Building a mosque (or Islamic cultural center) near Ground Zero is a brilliant, Gandhian gesture, and one which all people of faith and conscience should embrace. 

Remember Gandhi’s, “I know a way out of hell” speech? A Hindu confronts Gandhi and confesses that after his son was killed in a Hindu-Muslim confrontation he wantonly killed a young Muslim boy. “I’m going to hell for this,” he tells Gandhi. 

“I know a way out of hell,” Gandhi replies. “Find a Muslim orphan, about your son’s age, and raise him as your own….except raise him as a Muslim.” 

In other word, the way “out of hell” is to live your life by God’s principles; dogma is much less important than the actions you take on behalf of humanity. 

Permitting a “mosque” to be built near ground zero signifies that a) Islam did not cause the 9/11 bombings any more than Christianity caused Timothy McVeigh to blow up the Oklahoma federal building; b) religious tolerance is a prerequisite to surviving in our multinational society; and c) that we as a people know how to look towards the future not the past. 
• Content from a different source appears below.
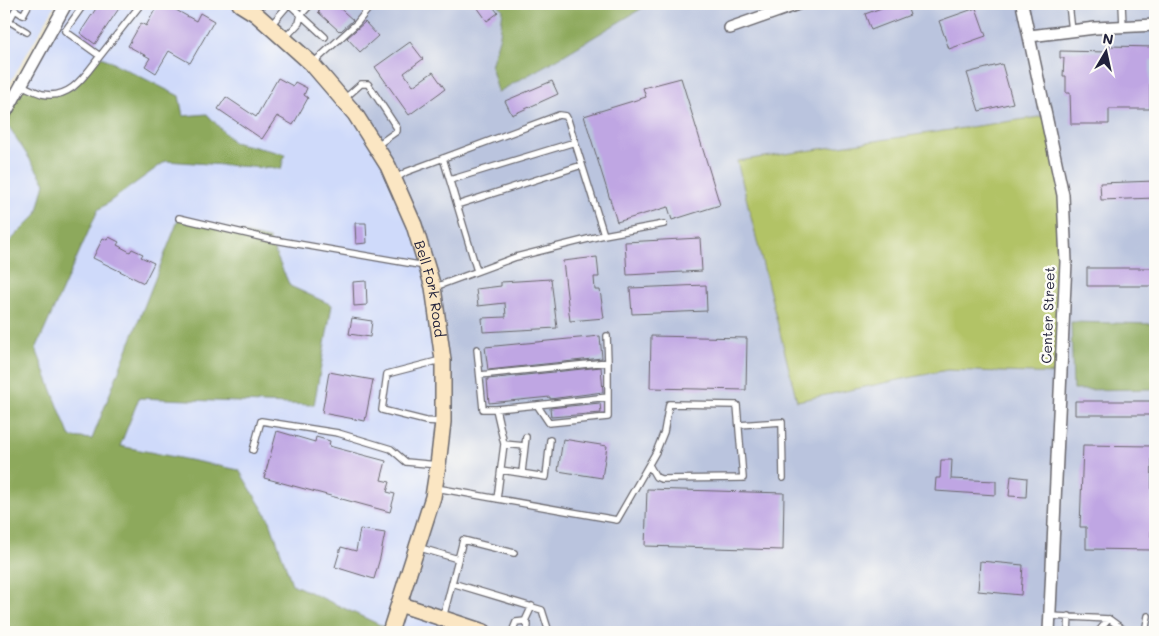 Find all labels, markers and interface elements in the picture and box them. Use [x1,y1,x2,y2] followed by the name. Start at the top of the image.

If we care so much about the people whose loved ones perished at ground zero, let’s get them the best medical care in America, let’s compensate them for their losses, and let’s do our best to make sure their children can grow up in a world without oppression or terror. Building the mosque is a gesture in the right direction. 

Larry Hendel 

Tax Cuts The cuts enacted by President Bush are set to expire at the end of this year. Republicans, led by House Minority Leader John Boehner, have called for extending the $700 billion in tax breaks for the rich. Not being discussed in all of this are two crucial issues. One of them is how much those tax cuts cost us. Basically, all the income taxes that everyone in America paid in January and February of this year only went to cover interest on the money borrowed for the Bush tax cuts over the last decade. Just interest on those tax cuts 

The second issue not being discussed is that this top tax rate, the two that President Obama wants to have go back to the Clinton-era level, they cut in at a quarter-million dollars and about $400,000 of taxable income. In fact, we have a large number of people in this country now who are making multimillion-dollar annual incomes, and we’re not talking about a higher tax rate on them. We’re starting actually at a very low level. 

And the very highest-paid workers in the history of the world, hedge fund managers, at least twenty-five of whom made a billion dollars last year, pay a current tax rate of zero. The news media keeps saying 15 percent. They pay the 15 percent, when they cash out, which could be decades from now. None of that is on the table.